Walter Georgi

Maler, Illustrator, * 10. April 1871 Leipzig, † 17. Juni 1924 München oder Holzhausen am Ammersee, ∞ Wina Sarah Georgi († 1944 KZ Theresienstadt).

Walter Georgi, Sohn des ersten Leipziger Oberbürgermeisters Otto Georgi, besuchte 1882-1888 das Königliche Gymnasium in Leipzig. 1890/91 studierte er an den Kunstakademien Leipzig und Dresden sowie ab 1893 an der Akademie der bildenden Künste in München.

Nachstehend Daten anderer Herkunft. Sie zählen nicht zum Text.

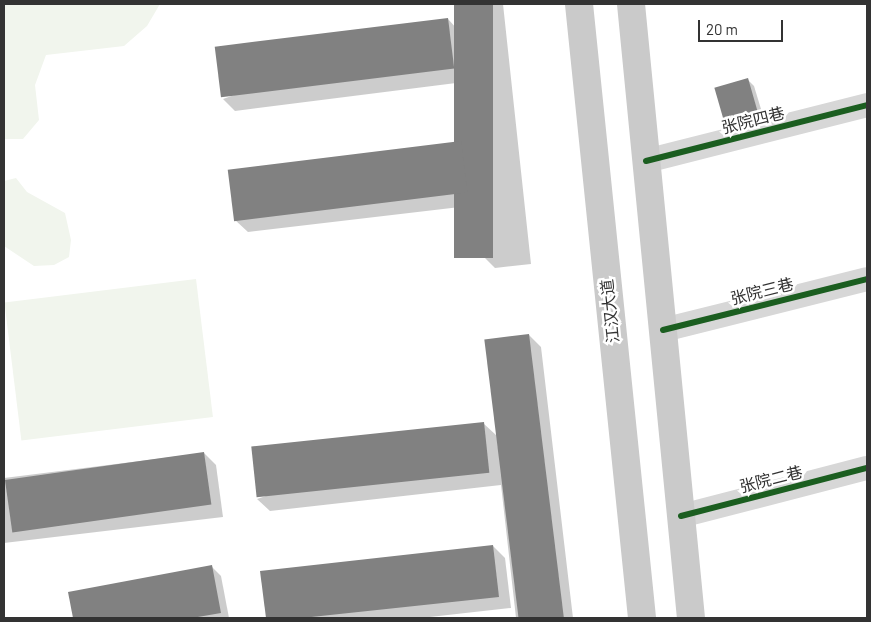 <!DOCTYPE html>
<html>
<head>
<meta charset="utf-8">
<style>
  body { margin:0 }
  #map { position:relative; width:871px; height:622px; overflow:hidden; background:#fff; font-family:Barlow,"Noto Sans SC",sans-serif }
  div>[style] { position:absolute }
  .green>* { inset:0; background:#f1f5ed; transform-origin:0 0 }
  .shadow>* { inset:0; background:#0003 }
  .building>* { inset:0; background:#818181; transform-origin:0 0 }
  .street>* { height:24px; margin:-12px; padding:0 12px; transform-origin:12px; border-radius:12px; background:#d7d7d7 }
  .primary>* { height:28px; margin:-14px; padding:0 14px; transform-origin:14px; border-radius:14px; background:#cacaca }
  .cycleway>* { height:6px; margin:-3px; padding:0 3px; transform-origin:3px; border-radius:3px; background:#1b5e20 }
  span { translate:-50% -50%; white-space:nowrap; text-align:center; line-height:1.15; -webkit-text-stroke:5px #fff; paint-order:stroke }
  .street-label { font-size:16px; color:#333 }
  .frame { position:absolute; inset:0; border:5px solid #333; pointer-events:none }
  .scale { position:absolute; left:698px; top:20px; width:85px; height:22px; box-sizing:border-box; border:2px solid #333; border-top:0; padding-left:6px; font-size:15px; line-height:18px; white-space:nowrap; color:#333; -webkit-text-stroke:4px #fff; paint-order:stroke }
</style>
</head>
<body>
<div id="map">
  <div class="green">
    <div style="clip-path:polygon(4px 4px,160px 4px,147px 26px,124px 46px,46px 55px,35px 85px,39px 120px,23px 139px,4px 139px)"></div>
    <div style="clip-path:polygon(16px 178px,27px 192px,65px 213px,71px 240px,69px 257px,54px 265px,34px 266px,4px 246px,4px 181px)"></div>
    <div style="left:196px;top:279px;width:139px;height:193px;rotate:83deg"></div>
  </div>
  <div class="shadow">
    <div style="clip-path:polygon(455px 4px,503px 4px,531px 264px,495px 268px,483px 256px,477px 205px,248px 232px,235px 220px,460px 142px,472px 154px,464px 82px,235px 111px,223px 99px,448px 19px,458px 30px)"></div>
    <div style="clip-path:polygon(747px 79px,754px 86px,767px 129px,736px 138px)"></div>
    <div style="clip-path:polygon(529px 335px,541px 347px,573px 618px,516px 618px,501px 485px,270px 511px,257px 499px,483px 423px,496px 435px)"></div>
    <div style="clip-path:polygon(204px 453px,216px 465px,223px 517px,4px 543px,4px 478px)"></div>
    <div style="clip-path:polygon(493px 546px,505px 558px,511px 608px,421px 618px,267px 618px,262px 572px)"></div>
    <div style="clip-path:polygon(211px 566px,221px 576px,229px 618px,74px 618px,69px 593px)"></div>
  </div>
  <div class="building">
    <div style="left:454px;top:4px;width:39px;height:254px"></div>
    <div style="left:448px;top:18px;width:51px;height:235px;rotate:83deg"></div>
    <div style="left:748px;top:78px;width:46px;height:35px;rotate:74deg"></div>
    <div style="left:461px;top:141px;width:52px;height:235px;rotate:83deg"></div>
    <div style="left:529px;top:334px;width:286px;height:45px;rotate:83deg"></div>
    <div style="left:484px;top:422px;width:51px;height:234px;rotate:84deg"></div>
    <div style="left:204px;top:452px;width:53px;height:201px;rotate:82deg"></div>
    <div style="clip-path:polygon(493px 545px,499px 597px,302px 618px,266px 618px,260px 571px)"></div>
    <div style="clip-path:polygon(212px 565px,221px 613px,192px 618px,73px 618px,68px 592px)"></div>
  </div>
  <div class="street">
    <div style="left:646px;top:161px;width:228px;rotate:-14.2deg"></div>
    <div style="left:663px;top:330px;width:210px;rotate:-14deg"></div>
    <div style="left:681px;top:516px;width:192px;rotate:-14.5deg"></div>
  </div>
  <div class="primary">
    <div style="left:579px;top:4px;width:617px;rotate:84.14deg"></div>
    <div style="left:631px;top:4px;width:617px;rotate:84.42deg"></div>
  </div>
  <div class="cycleway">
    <div style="left:646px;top:161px;width:228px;rotate:-14.2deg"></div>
    <div style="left:663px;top:330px;width:210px;rotate:-14deg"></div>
    <div style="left:681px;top:516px;width:192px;rotate:-14.5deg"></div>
  </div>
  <div class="street-label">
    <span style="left:753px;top:120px;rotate:-14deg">张院四巷</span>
    <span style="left:762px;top:291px;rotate:-14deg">张院三巷</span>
    <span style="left:610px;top:311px;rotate:-96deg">江汉大道</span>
    <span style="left:771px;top:479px;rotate:-14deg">张院二巷</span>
  </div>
  <div class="frame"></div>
  <div class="scale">20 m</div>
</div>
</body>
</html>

Nach seinem Studium wurde er 1896 in der bayerischen Hauptstadt einer der wichtigsten Illustratoren der Wochenzeitschriften Die Jugend und des Simplicissimus. 1899 schloss sich Georgi mit Reinhold Max Eichler, Erich und Fritz Erler, Adolf Münzer und Leo Putz zur Künstlergruppe „Die Scholle“ zusammen, die im ersten Jahrzehnt des 20. Jahrhunderts die Münchener Avantgarde bildete. 1900 hielt sich Georgi in Paris auf, wo er für ein Zimmer der Weltausstellung den Bilderzyklus „Herbsttag“ schuf. Bei der Brüsseler Weltausstellung 1909 war er mit einem Fries im Vestibül des Deutschen Hauses vertreten. 1903 zog Georgi nach Holzhausen am Ammersee und gründete dort 1905 mit Mitgliedern der „Scholle“ eine Künstlerkolonie.

1908 erhielt er als Nachfolger für den arbeitsunfähig gewordenen Ludwig Schmid-Reutte eine Professur an der Großherzoglich-Badischen Akademie der Bildenden Künste in Karlsruhe, die er bis 1919 innehatte. Zu seinen Schülern gehörten Eva Eisenlohr und Rudolf Schlichter. 1912 wurde Georgi Mitglied des Deutschen Werkbundes. Außerdem war er Mitglied im Deutschen Künstlerbund. 1914 erhielt Georgi den Auftrag, 25 Feldpostkarten für den Kekshersteller Bahlsen zu entwerfen. Im selben Jahr unternahm er eine Studienreise in die Bretagne, wo mehrere Landschafts- und Seebilder entstanden. Georgis weiteres Werk umfasst vor allem Damen- und Herrenportraits, die durch ihre besonderen Farbeffekte überzeugen, sowie Stillleben und Zeichnungen. Seine illustratorischen Arbeiten stellen insbesondere verträumte bis kraftvolle Landschaften, mitunter auch volkstümliche Alltagsszenen in naturalistischem, später in impressionistischem Stil dar.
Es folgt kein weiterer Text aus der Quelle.